• [DIRECTIONS]: Write out exactly the lines below that run from the one containing "filter:drop-shadow(2px 0 #b5b8bc)" through the one containing "height:30px; margin:-15px; padding:0", both included, with no other lines.

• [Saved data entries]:
══════════

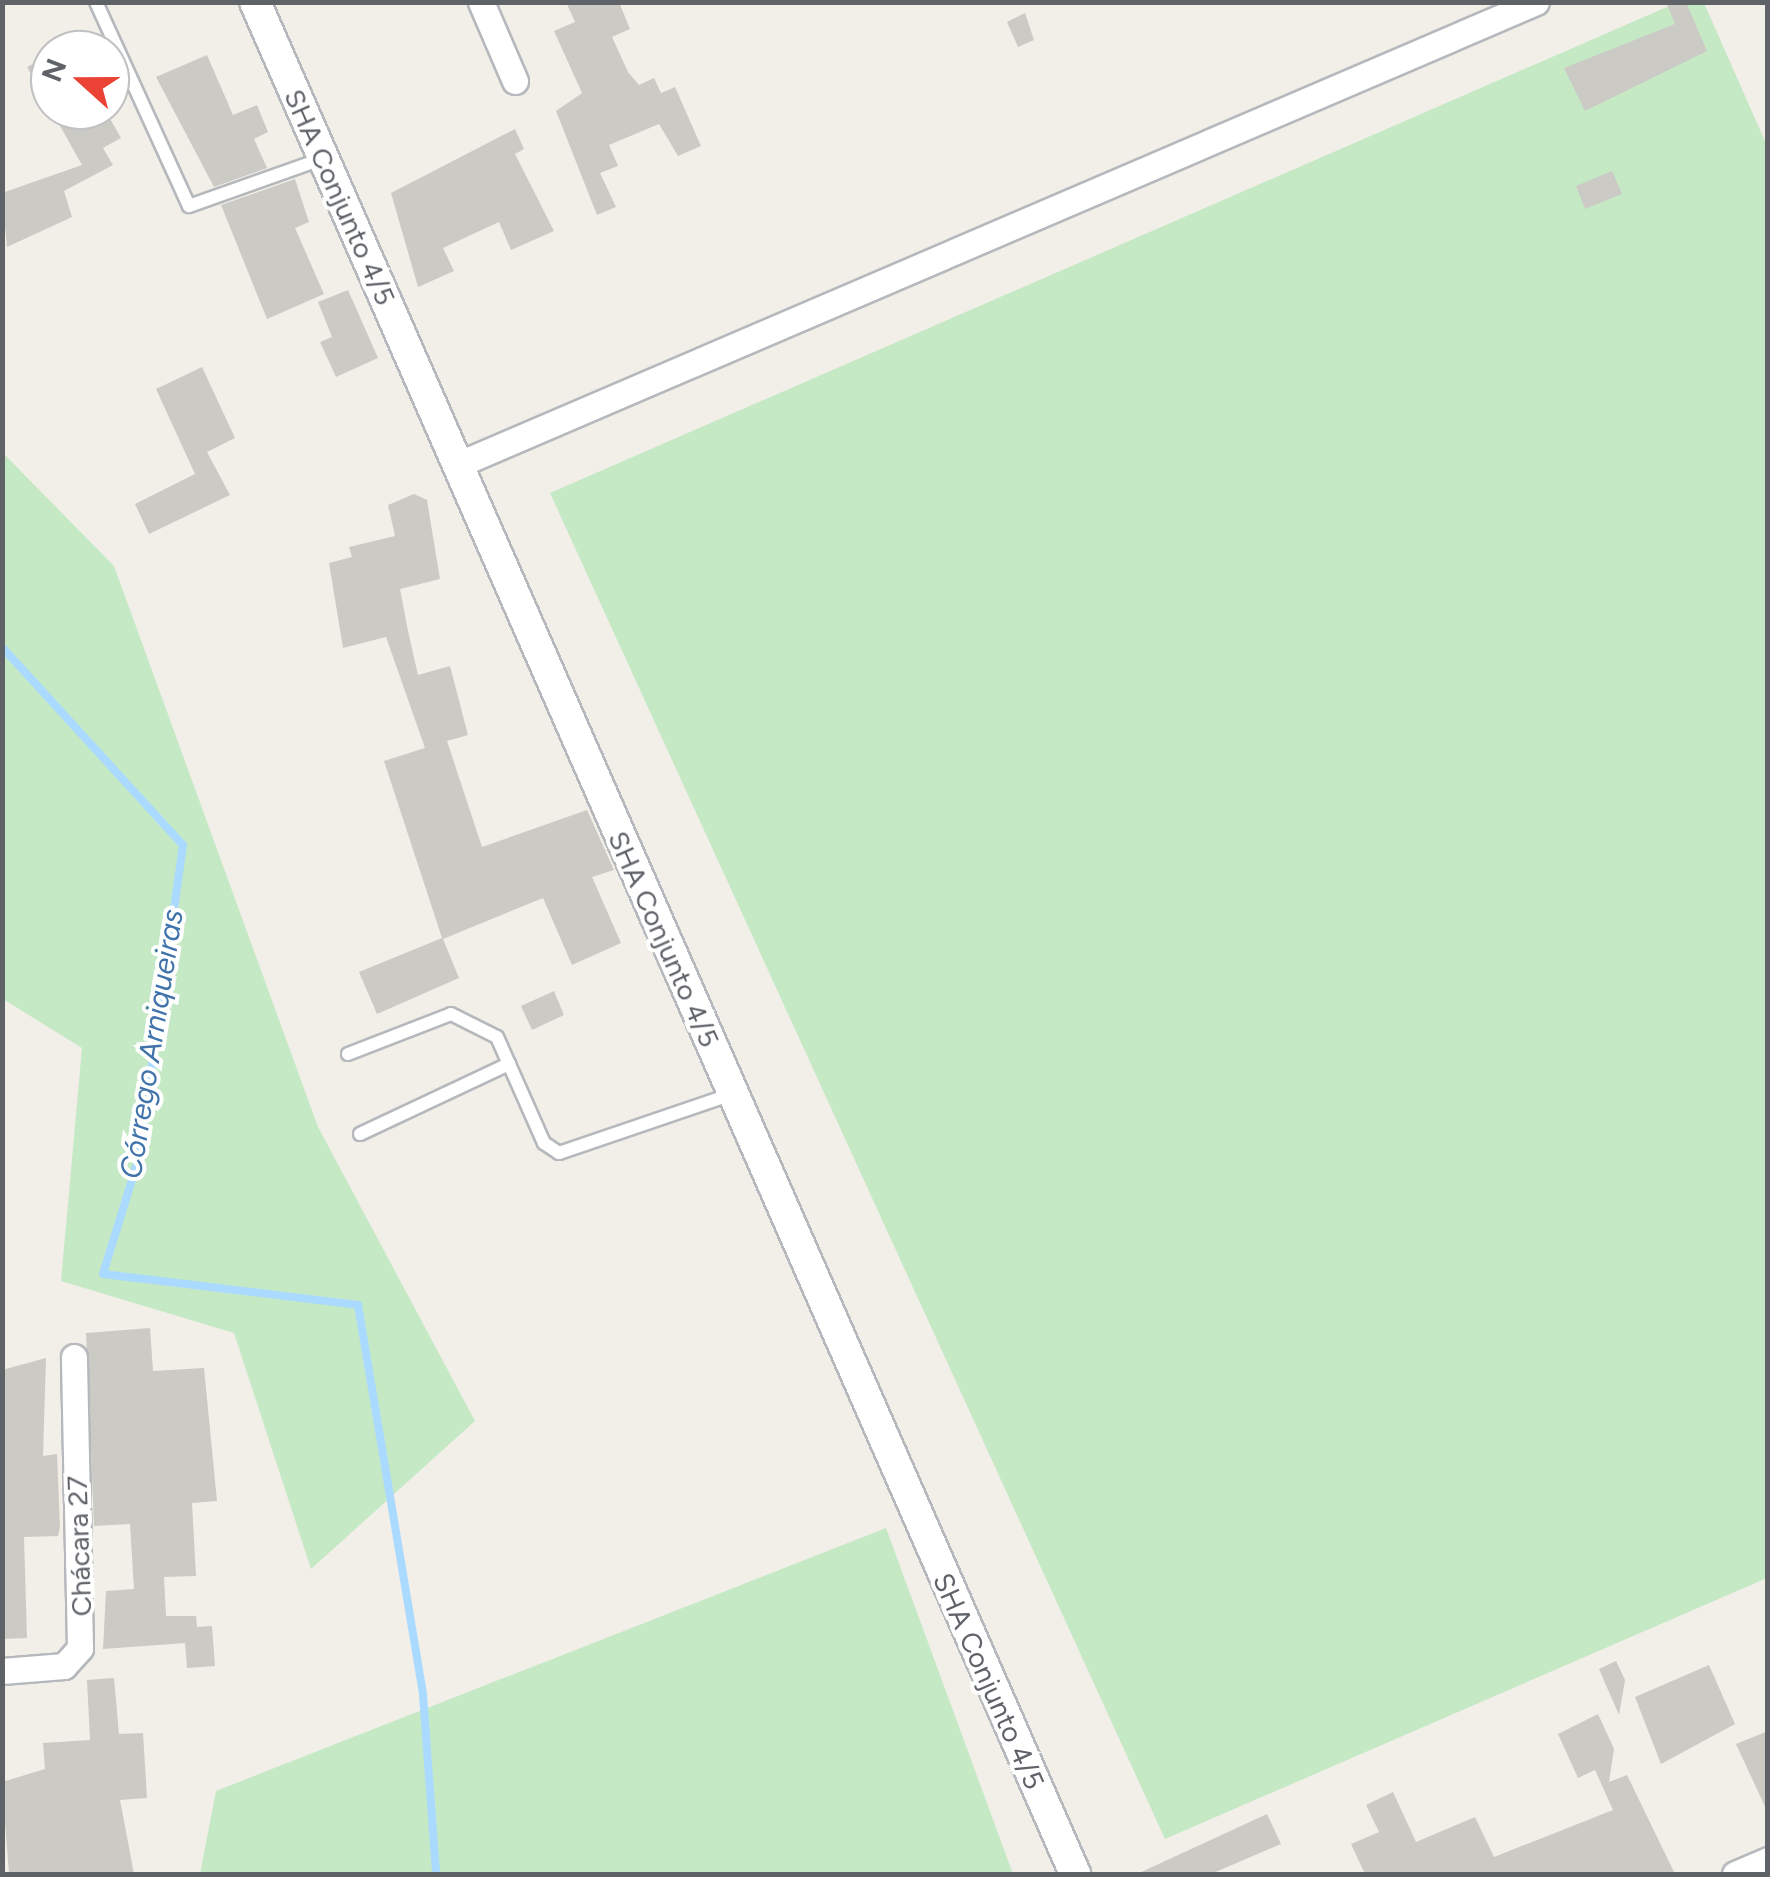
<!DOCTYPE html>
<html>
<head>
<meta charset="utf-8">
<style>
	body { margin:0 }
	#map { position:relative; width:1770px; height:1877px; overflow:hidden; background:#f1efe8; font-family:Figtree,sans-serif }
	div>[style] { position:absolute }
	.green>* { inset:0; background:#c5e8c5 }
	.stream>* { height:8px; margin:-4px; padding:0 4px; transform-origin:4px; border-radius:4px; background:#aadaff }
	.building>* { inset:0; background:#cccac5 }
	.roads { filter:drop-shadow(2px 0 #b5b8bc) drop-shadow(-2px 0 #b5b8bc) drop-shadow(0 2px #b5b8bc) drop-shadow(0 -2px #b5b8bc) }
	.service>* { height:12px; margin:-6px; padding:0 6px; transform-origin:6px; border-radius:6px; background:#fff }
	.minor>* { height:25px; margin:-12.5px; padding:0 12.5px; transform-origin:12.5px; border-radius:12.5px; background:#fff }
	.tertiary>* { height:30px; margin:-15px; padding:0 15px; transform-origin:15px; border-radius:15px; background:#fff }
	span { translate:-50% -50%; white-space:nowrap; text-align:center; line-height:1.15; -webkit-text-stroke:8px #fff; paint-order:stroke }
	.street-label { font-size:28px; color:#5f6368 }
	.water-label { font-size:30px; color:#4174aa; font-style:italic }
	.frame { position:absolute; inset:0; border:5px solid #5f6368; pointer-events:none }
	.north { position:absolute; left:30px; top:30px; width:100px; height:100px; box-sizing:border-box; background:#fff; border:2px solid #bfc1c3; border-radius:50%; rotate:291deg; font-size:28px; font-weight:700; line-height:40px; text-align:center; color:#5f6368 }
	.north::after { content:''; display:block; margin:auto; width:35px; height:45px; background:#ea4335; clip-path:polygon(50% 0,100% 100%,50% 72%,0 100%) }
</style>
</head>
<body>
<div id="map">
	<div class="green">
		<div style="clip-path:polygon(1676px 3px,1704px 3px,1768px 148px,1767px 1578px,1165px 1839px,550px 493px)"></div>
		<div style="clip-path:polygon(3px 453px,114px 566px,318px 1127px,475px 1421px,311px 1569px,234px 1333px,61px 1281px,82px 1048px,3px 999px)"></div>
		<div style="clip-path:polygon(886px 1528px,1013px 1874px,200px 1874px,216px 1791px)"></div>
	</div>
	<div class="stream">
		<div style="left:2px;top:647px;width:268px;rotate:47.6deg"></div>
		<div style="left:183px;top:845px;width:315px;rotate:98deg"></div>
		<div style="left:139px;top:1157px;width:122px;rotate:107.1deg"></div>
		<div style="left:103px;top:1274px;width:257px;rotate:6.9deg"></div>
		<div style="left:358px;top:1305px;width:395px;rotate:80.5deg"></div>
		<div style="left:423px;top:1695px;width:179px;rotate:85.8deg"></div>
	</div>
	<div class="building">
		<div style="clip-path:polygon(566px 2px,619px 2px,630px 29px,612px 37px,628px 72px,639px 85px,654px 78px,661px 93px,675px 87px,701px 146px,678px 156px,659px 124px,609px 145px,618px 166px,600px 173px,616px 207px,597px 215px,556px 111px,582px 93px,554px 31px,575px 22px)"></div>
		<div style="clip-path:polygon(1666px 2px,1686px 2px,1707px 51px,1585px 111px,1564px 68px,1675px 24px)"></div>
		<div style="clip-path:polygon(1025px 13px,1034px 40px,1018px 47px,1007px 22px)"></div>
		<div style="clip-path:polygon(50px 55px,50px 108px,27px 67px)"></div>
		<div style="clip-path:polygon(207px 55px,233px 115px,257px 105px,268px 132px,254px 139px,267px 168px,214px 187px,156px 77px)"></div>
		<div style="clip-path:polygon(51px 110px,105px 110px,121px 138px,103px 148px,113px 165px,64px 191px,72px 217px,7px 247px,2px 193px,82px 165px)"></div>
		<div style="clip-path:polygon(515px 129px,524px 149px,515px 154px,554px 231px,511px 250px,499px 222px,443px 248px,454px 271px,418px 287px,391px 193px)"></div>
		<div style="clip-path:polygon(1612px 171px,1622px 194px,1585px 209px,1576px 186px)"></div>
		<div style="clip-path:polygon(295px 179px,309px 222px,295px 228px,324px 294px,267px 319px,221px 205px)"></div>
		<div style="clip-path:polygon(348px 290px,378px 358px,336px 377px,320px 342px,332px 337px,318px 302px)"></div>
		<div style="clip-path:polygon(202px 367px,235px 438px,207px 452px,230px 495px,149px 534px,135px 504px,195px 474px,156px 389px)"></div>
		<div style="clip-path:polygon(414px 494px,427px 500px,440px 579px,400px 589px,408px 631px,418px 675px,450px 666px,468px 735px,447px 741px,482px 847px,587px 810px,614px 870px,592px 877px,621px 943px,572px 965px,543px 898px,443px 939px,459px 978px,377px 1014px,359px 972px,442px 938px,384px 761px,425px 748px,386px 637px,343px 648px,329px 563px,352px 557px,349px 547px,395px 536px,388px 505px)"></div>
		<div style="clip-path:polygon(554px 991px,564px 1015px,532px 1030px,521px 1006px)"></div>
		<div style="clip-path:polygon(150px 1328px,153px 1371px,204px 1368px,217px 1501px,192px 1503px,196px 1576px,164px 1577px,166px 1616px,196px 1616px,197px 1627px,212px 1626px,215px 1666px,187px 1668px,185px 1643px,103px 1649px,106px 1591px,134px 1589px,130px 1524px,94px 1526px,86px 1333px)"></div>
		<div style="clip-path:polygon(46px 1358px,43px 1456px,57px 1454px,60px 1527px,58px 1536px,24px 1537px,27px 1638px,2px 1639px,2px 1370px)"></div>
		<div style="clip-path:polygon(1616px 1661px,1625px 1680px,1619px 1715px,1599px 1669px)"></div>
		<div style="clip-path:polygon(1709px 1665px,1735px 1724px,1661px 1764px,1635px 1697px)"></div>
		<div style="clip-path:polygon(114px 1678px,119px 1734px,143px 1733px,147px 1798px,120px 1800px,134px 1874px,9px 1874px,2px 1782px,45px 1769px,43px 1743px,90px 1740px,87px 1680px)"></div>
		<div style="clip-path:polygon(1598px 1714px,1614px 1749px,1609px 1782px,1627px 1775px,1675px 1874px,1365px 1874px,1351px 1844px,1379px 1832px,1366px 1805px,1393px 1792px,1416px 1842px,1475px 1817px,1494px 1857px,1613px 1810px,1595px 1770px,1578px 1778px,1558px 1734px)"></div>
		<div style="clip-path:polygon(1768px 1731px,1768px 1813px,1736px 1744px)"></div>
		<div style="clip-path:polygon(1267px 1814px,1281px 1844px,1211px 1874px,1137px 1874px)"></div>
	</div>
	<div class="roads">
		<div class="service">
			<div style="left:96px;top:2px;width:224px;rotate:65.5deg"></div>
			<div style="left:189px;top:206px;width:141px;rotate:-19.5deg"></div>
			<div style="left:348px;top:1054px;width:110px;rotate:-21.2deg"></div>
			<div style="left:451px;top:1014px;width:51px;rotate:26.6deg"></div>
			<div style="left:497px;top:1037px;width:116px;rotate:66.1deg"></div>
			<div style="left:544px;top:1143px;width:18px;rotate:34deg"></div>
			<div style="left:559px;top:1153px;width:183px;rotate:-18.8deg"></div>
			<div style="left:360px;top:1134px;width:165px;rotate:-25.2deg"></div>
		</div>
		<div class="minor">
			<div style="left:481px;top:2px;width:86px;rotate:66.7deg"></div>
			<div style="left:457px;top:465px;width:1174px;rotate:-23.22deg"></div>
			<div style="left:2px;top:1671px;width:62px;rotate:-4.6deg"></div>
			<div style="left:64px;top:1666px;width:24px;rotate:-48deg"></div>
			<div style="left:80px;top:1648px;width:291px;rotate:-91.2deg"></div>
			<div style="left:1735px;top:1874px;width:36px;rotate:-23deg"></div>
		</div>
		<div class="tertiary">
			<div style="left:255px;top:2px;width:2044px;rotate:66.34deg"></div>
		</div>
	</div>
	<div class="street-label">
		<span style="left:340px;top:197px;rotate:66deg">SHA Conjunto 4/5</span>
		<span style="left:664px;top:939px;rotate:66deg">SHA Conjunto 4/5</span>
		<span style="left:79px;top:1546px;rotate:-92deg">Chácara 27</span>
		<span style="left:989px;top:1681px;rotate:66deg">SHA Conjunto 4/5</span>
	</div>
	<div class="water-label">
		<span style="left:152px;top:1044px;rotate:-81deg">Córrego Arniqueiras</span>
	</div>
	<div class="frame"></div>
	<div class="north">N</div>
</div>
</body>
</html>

══════════

• [THE ANSWER]:
	.roads { filter:drop-shadow(2px 0 #b5b8bc) drop-shadow(-2px 0 #b5b8bc) drop-shadow(0 2px #b5b8bc) drop-shadow(0 -2px #b5b8bc) }
	.service>* { height:12px; margin:-6px; padding:0 6px; transform-origin:6px; border-radius:6px; background:#fff }
	.minor>* { height:25px; margin:-12.5px; padding:0 12.5px; transform-origin:12.5px; border-radius:12.5px; background:#fff }
	.tertiary>* { height:30px; margin:-15px; padding:0 15px; transform-origin:15px; border-radius:15px; background:#fff }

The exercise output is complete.